1974 sonrası, Denktaş ve Klerides tarafından imzalanan Viyana anlaşmasına değinen Hristofyas, “Örneğin benim köyüm Dikomo’ya (Dikmen), Baf ilçesinden, Kıbrıs Türkleri yerleşti ve mülklerimizi kullanıyorlar. Ancak bizler de Baflı Kıbrıslı Türkler’in mülklerini kullanıyoruz” sözleri ile Rumlar tarafından açılan mülk davalarının ne kadar mesnetsiz olduğunu gözler önüne serdi.
Durumun düzelip, Kıbrıs sorunu çözüldüğü vakit, yeni kurulacak “Birleşik Kıbrıs Cumhuriyeti”nin Kıbrıslı Türklere mülklerini geri vermeye hazır olma politikasını desteklediğinden bahsederek, daha görüşülmesine başlanmamış yeni Annan planındaki “Mülkler” bölümüne atıf yapıp, plandaki mülk konusu hakkında neler düşündüklerini ve ne yapmak istediklerini ortaya koydu.
Kafalarındaki yeni planın ana hatları şimdiden belli.

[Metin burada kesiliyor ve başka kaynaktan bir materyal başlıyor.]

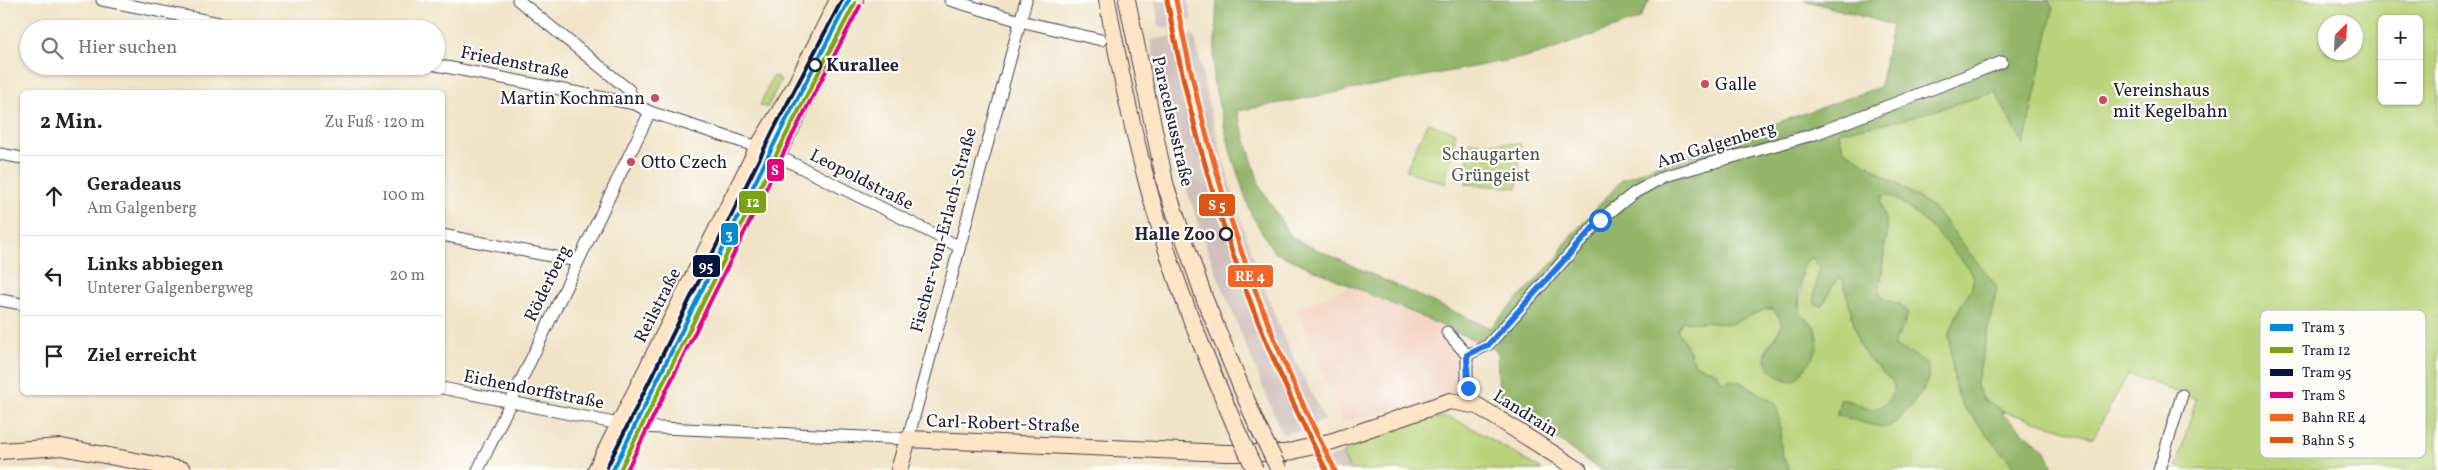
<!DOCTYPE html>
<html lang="de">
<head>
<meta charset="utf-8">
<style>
	body { margin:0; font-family:Vollkorn,serif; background:#f2f2f2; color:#222 }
	.controls { position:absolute; right:15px; top:15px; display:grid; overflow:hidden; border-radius:8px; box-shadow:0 1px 4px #0004 }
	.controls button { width:45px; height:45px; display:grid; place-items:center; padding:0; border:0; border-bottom:1px solid #e0e0e0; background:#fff; color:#222; font:25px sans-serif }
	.compass { position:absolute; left:2318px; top:15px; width:45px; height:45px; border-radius:50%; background:#fff; box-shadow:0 1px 4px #0004; rotate:24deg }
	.stop { position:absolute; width:15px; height:15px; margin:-11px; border:4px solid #1a73e8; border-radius:50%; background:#fff }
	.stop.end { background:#1a73e8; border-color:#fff; box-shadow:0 1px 5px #0008 }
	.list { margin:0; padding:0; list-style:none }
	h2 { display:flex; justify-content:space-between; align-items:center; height:65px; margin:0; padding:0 20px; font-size:21px }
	h2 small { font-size:16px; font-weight:400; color:#767676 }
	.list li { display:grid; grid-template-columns:32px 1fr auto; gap:15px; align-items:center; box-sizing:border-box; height:80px; padding:0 20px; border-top:1px solid #e0e0e0 }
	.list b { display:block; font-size:19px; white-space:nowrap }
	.list p { margin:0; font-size:16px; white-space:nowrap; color:#767676 }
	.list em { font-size:16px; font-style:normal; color:#767676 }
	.icon { flex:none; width:28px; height:28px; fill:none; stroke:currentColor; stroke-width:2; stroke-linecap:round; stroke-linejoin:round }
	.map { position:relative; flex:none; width:2438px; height:470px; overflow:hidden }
	.search { position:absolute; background:#fff; box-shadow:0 1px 4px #0004; left:20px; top:20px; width:425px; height:55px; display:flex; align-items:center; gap:12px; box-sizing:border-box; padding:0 18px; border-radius:28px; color:#767676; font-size:19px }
	.panel { position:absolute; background:#fff; box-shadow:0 1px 4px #0004; left:20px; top:90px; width:425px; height:305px; border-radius:8px }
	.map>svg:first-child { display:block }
	.built { fill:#f4d3c1 }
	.industrial { fill:#d0c0bc }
	.green { fill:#b8d379; stroke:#6d7a5a; fill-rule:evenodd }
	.forest { fill:#92b569; stroke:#5a6c52 }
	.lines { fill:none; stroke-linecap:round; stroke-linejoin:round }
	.street-casing { stroke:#413f50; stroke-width:13 }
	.secondary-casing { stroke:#413f50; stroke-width:18 }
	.street { stroke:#fff; stroke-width:11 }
	.secondary { stroke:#ffe4c6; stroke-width:16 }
	.secondary-bridge-casing { stroke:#413f50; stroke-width:18; stroke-linecap:butt }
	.secondary-bridge { stroke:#ffe4c6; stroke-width:16 }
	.rail-1-casing { stroke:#fdfcf7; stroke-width:9 }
	.rail-2-casing { stroke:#fdfcf7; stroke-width:9 }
	.rail-1 { stroke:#f26522; stroke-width:5 }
	.rail-2 { stroke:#dd5413; stroke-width:5 }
	.tram-1-casing { stroke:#fdfcf7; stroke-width:8 }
	.tram-2-casing { stroke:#fdfcf7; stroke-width:8 }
	.tram-3-casing { stroke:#fdfcf7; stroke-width:8 }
	.tram-4-casing { stroke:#fdfcf7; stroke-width:8 }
	.tram-1 { stroke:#008bd2; stroke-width:4 }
	.tram-2 { stroke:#7ba20f; stroke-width:4 }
	.tram-3 { stroke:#051541; stroke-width:4 }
	.tram-4 { stroke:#e5007d; stroke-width:4 }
	.route { stroke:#1a73e8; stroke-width:6 }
	.stop-dot { fill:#fdfcf7; stroke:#22223b; stroke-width:2.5 }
	.poi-dot { fill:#d1495b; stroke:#fdfcf7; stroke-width:2 }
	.labels { text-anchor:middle; stroke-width:4.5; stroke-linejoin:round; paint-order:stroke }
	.street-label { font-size:18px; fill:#22223b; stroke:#fdfcf7 }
	.stop-label { font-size:18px; font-weight:bold; fill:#22223b; stroke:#fdfcf7; text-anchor:start }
	.poi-label { font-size:18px; fill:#22223b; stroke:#fdfcf7; text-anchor:start }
	.park-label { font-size:18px; fill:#4f574e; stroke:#fdfcf7 }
	.key { fill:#fdfcf7; stroke:#bbbbbf; stroke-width:1 }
	.key-label { font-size:14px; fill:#22223b }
	.line-badge { stroke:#fdfcf7; stroke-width:2 }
	.badge-label { font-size:14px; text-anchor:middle; font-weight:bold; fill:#fff }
</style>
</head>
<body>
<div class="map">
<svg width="2438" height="470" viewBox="0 0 2438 470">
	<rect width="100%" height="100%" fill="#fdfcf7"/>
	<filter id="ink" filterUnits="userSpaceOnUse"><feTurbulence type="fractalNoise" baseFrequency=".02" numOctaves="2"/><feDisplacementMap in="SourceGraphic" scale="10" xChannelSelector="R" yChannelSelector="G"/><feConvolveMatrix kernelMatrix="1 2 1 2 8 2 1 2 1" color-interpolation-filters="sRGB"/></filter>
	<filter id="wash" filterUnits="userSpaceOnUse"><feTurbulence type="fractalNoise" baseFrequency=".0096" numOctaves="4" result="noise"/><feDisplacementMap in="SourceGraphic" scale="20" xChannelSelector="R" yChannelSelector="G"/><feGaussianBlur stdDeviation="1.12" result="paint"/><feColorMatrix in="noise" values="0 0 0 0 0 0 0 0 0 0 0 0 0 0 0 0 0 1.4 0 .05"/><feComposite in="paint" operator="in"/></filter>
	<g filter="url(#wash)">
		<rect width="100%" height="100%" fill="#f1e3c6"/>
		<!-- built -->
		<polygon class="built" points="1351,287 1433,323 1446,332 1460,358 1467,397 1449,398 1343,422 1296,308"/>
		<!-- industrial -->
		<g class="industrial">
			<polygon points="1155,0 1188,0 1192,20 1185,24 1159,28"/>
			<polygon points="1187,34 1195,37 1209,106 1234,200 1259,274 1281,332 1325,420 1299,431 1282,434 1208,252 1180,170 1150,40"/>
			<polygon points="1342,454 1350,470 1307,470 1334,456"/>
		</g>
		<!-- green -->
		<g class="green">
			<path d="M2048 0H2438V470H2186L2176 467 2196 399 2128 374 2093 438 2005 412 1984 400 1976 386 1997 287 1934 208 1843 149 1838 131 1906 119 1995 92 2024 144 2053 9ZM2382 19H2419V101H2382ZM2326 22H2356V52H2326Z"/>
			<polygon points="773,76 781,80 767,108 760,105"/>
			<polygon points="1427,123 1456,132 1445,184 1406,170"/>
			<polygon points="1469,142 1521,144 1517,188 1466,184"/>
			<path d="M1887 195C1908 201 1963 257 1974 277L1971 289 1961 305 1949 335 1955 387 1963 406 2017 470H1790L1781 452 1780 427 1756 390 1740 382 1732 380 1723 382 1716 372 1696 365 1692 362 1690 350 1678 332V326L1683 321 1731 324 1766 309H1772C1795 328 1769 338 1766 350 1765 356 1769 364 1771 370L1787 381 1817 349 1815 329 1811 322 1803 317 1799 308 1803 268 1805 262 1812 258 1820 267 1814 294 1821 306C1829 298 1831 282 1840 277L1843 279 1859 344 1868 358 1893 382C1898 395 1881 412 1867 409 1860 407 1853 402 1845 400L1837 415 1850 418 1907 411 1928 380 1911 353 1895 347V340L1905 326 1901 304 1888 302 1879 294 1887 229 1881 204 1882 196Z"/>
			<polygon points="1449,417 1474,429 1542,470 1350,470 1342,454 1364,443 1422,419"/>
		</g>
		<!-- forest -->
		<path class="forest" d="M1217 0H1650L1639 19 1537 55 1237 111 1260 187 1292 238 1490 328 1559 256 1564 244 1622 180 1661 163 1880 87 1892 25 1804 0H2048L2053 9 2024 145 1995 92 1906 119 1838 132 1843 149 1934 208 1997 287 1976 386 1984 400 2006 412 2002 414 2046 451 2054 470H2017L1963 406 1955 387 1949 335 1961 305 1971 289 1974 277C1964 259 1912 205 1893 197 1889 195 1886 195 1882 196L1881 203 1887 229 1879 294C1888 306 1904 299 1908 315L1895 340V347L1911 353 1926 363C1928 368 1929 373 1928 378 1925 391 1900 425 1886 427 1874 428 1850 418 1837 415L1840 400C1850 399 1857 405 1866 408 1880 413 1892 398 1895 387L1893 382 1868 358 1859 344 1843 279 1840 278C1831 283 1829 298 1821 306L1815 304 1814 294 1820 267 1812 258H1809C1799 268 1795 304 1802 316 1805 320 1811 321 1814 326 1816 332 1819 343 1817 349 1815 355 1799 378 1794 380 1789 382 1785 379 1780 377 1775 373 1769 370 1767 363 1759 342 1797 331 1772 309H1766L1731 324 1683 321 1677 329 1696 365 1713 370 1723 382 1732 380 1740 382 1775 403C1785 425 1774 451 1790 470H1600L1499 398 1497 350 1274 252 1251 214 1231 153 1213 80Z"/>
	</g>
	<g filter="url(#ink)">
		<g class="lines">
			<!-- street casing -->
			<g class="street-casing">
				<g id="street">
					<polyline points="102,0 250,29"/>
					<polyline points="518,0 629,90 635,104"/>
					<polyline points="950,0 1020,21 1101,40"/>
					<polyline points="436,65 635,104 650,112 758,147"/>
					<polyline points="0,154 22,158"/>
					<polyline points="778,156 958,246"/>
					<polyline points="442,235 577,261"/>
					<polyline points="0,300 22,304"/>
					<polyline points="1447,332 1467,355 1467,403"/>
					<polyline points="1467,355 1488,345 1600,220 1634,193 1665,176 1815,134 2002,62"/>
					<polyline points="442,388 619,424"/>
					<polyline points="639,427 908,439 1026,0"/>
					<polyline points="478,470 650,112"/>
					<polyline points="2159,470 2182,395"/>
				</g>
			</g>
			<!-- secondary casing -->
			<g class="secondary-casing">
				<g id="secondary">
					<path d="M1107 0C1126 105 1150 211 1188 311 1203 350 1219 388 1235 426"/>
					<polyline points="1127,0 1166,187 1205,300 1256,423"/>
					<polyline points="0,451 62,447 183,470"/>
					<polyline points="596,470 758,147 794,88 838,0"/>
					<path d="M618 470C695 312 778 158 855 0"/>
					<polyline points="899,470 908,439 1226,453 1285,453 1333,441 1450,401 1478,406 1579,470"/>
				</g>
			</g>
			<!-- street -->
			<use href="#street" class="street"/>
			<!-- secondary -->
			<use href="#secondary" class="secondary"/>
			<!-- secondary-bridge casing -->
			<g class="secondary-bridge-casing">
				<g id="secondary-bridge">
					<polyline points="1256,423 1279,470"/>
					<polyline points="1235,426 1255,470"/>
				</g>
			</g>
			<!-- secondary-bridge -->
			<use href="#secondary-bridge" class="secondary-bridge"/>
			<!-- rail-1 casing -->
			<g class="rail-1-casing">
				<path id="rail-1" d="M1176 0C1209 171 1255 315 1335 470"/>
			</g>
			<!-- rail-2 casing -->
			<g class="rail-2-casing">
				<path id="rail-2" d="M1167 0C1199 171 1246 315 1326 470"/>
			</g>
			<!-- rail-1 -->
			<use href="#rail-1" class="rail-1"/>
			<!-- rail-2 -->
			<use href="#rail-2" class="rail-2"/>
			<!-- tram-1 casing -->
			<g class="tram-1-casing">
				<polyline id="tram-1" points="613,470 781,130 849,0"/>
			</g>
			<!-- tram-2 casing -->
			<g class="tram-2-casing">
				<polyline id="tram-2" points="620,470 787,133 855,3"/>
			</g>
			<!-- tram-3 casing -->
			<g class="tram-3-casing">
				<polyline id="tram-3" points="607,467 775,127 842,0"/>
			</g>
			<!-- tram-4 casing -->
			<g class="tram-4-casing">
				<polyline id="tram-4" points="627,470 792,136 860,6"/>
			</g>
			<!-- tram-1 -->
			<use href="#tram-1" class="tram-1"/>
			<!-- tram-2 -->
			<use href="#tram-2" class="tram-2"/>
			<!-- tram-3 -->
			<use href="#tram-3" class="tram-3"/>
			<!-- tram-4 -->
			<use href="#tram-4" class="tram-4"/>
		</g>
	</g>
	<g class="lines" filter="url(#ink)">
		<!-- route -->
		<polyline class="route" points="1468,388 1467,355 1488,345 1600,220"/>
	</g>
	<!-- markers -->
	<g class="stop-dot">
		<circle cx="815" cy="65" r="6"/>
		<circle cx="1226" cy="234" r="6"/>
	</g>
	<g class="poi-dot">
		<circle cx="1705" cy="84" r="5"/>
		<circle cx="655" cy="98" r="5"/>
		<circle cx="2103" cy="100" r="5"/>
		<circle cx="631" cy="162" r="5"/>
	</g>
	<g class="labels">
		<!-- street labels -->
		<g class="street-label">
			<text transform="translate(515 62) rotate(11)" y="6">Friedenstraße</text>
			<text transform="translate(1173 121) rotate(77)" y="6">Paracelsusstraße</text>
			<text transform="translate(1716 144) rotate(-17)" y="6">Am Galgenberg</text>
			<text transform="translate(862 179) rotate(27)" y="6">Leopoldstraße</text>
			<text transform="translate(943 230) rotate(-75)" y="6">Fischer-von-Erlach-Straße</text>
			<text transform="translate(547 283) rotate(-64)" y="6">Röderberg</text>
			<text transform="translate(657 305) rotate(-63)" y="6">Reilstraße</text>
			<text transform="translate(534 389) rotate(11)" y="6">Eichendorffstraße</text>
			<text transform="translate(1526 413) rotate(32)" y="6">Landrain</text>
			<text transform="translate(1003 423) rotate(2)" y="6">Carl-Robert-Straße</text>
		</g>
		<!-- stop labels -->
		<g class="stop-label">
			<text x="826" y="71">Kurallee</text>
			<text x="1215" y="240" text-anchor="end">Halle Zoo</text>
		</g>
		<!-- poi labels -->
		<g class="poi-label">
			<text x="1715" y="90">Galle</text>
			<text x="2113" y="96">Vereinshaus<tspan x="2113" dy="21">mit Kegelbahn</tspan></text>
			<text x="645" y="104" text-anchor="end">Martin Kochmann</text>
			<text x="641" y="168">Otto Czech</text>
		</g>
		<!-- park labels -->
		<g class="park-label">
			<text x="1491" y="160">Schaugarten<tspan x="1491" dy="21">Grüngeist</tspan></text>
		</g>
	</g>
	<!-- legend -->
	<rect x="2260" y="310" width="166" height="148" rx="8" class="key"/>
	<rect x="2270" y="324" width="23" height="7" fill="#008bd2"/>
	<rect x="2270" y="347" width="23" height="6" fill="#7ba20f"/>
	<rect x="2270" y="369" width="23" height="7" fill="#051541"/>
	<rect x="2270" y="392" width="23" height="6" fill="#e5007d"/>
	<rect x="2270" y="414" width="23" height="7" fill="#f26522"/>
	<rect x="2270" y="437" width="23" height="6" fill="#dd5413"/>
	<g class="key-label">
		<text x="2302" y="332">Tram 3</text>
		<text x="2302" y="355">Tram 12</text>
		<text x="2302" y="377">Tram 95</text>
		<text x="2302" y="400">Tram S</text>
		<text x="2302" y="422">Bahn RE 4</text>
		<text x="2302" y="445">Bahn S 5</text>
	</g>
	<g class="line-badge">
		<rect x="766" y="158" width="19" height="24" rx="5" fill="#e5007d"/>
		<rect x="738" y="190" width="29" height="24" rx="5" fill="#7ba20f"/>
		<rect x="1198" y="193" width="38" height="24" rx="5" fill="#dd5413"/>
		<rect x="720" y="222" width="19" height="24" rx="5" fill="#008bd2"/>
		<rect x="692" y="254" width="29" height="24" rx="5" fill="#051541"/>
		<rect x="1227" y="264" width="47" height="24" rx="5" fill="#f26522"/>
	</g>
	<g class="badge-label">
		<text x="775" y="175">S</text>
		<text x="753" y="207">12</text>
		<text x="1217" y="210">S 5</text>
		<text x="729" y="239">3</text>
		<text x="706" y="271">95</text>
		<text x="1250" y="281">RE 4</text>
	</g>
</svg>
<div class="controls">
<button>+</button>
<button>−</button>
</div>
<svg class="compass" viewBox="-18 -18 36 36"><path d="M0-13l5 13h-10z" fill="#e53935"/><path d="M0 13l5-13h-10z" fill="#767676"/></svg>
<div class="stop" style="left:1600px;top:220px"></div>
<div class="stop end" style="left:1468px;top:388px"></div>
<div class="search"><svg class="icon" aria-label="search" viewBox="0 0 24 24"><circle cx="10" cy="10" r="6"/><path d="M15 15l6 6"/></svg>Hier suchen</div>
<section class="panel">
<h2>2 Min.<small>Zu Fuß · 120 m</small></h2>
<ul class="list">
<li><svg class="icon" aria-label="ahead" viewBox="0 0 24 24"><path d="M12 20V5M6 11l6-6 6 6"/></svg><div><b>Geradeaus</b><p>Am Galgenberg</p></div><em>100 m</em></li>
<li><svg class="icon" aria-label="left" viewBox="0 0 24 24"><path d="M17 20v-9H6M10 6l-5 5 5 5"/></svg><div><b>Links abbiegen</b><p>Unterer Galgenbergweg</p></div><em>20 m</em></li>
<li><svg class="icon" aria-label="arrive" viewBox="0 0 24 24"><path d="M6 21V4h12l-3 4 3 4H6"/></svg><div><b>Ziel erreicht</b></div></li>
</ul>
</section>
</div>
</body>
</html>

Çoğunluk olan Rumların idaresinde, Kıbrıs’lı Türklere sadece azınlık haklarının tanındığı, hükümet yapısında ve memur sayısında Rumların etkin olduğu ve tüm ada üzerinde kayıtsız şartsız hakimiyeti olan bir “Birleşik Kıbrıs Cumhuriyeti” veya diğer bir tanımlama ile adı “Birleşik Kıbrıs Cumhuriyeti” olan ama kendisi fiiliyatta “Kıbrıs Helen Cumhuriyeti” olan yeni bir devlet.